Since the data is moved, it can be used in the reduce_move function, but the compiler given the error: "data does not live long enough "


// error
fn reduce_move<'a, F>(data: Vec<i32>, f: F) where F: FnMut(i32, &'a i32) -> i32 {
    let result = data.iter().fold(0i32, f);
    
    println!("{:?}", result);
}


// right
fn reduce_ref<'a, F>(data: &'a Vec<i32>, f: F) where F: FnMut(i32, &'a i32) -> i32 {
    let result = data.iter().fold(0i32, f);
    
    println!("{:?}", result);
}

    
fn main() {
    let a: Vec<i32> = vec![1, 2, 3];  
    let f = |x, y| x + y;
        
    reduce_move(a, f);
    //reduce_ref(&a, f);   
}

Because 'a is selected by the caller. No matter what it picks, it must pick a lifetime that lives longer than the call to reduce_move. data, by virtue of being moved into reduce_move, cannot possibly live longer than the call to reduce_move. Thus, you are trying to create a borrow into data that lives longer than data does; this is impossible and the compiler rightly rejects your code.
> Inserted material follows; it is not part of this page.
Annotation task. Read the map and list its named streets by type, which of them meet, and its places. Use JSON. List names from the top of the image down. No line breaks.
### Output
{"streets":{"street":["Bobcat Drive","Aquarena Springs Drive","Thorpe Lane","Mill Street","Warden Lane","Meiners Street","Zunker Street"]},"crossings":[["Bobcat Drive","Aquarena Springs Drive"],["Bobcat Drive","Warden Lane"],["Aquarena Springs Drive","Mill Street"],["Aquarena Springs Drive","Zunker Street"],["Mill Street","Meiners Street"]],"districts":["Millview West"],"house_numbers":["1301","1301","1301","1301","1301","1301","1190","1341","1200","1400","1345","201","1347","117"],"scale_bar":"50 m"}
You can fix this by just not specifying the lifetime yourself and letting the compiler handle it:

fn reduce_move<F>(data: Vec<i32>, f: F) where F: FnMut(i32, &i32) -> i32 {
    let result = data.iter().fold(0i32, f);
    println!("{:?}", result);
}

fn main() {
    let a: Vec<i32> = vec![1, 2, 3];
    reduce_move(a, |x, y| x + y);
}
1 Like

Thanks!

I thought the lifetime of 'a is the same lifetime as the reduce_move, rather than specified by the caller, so I thought data live as long as'a.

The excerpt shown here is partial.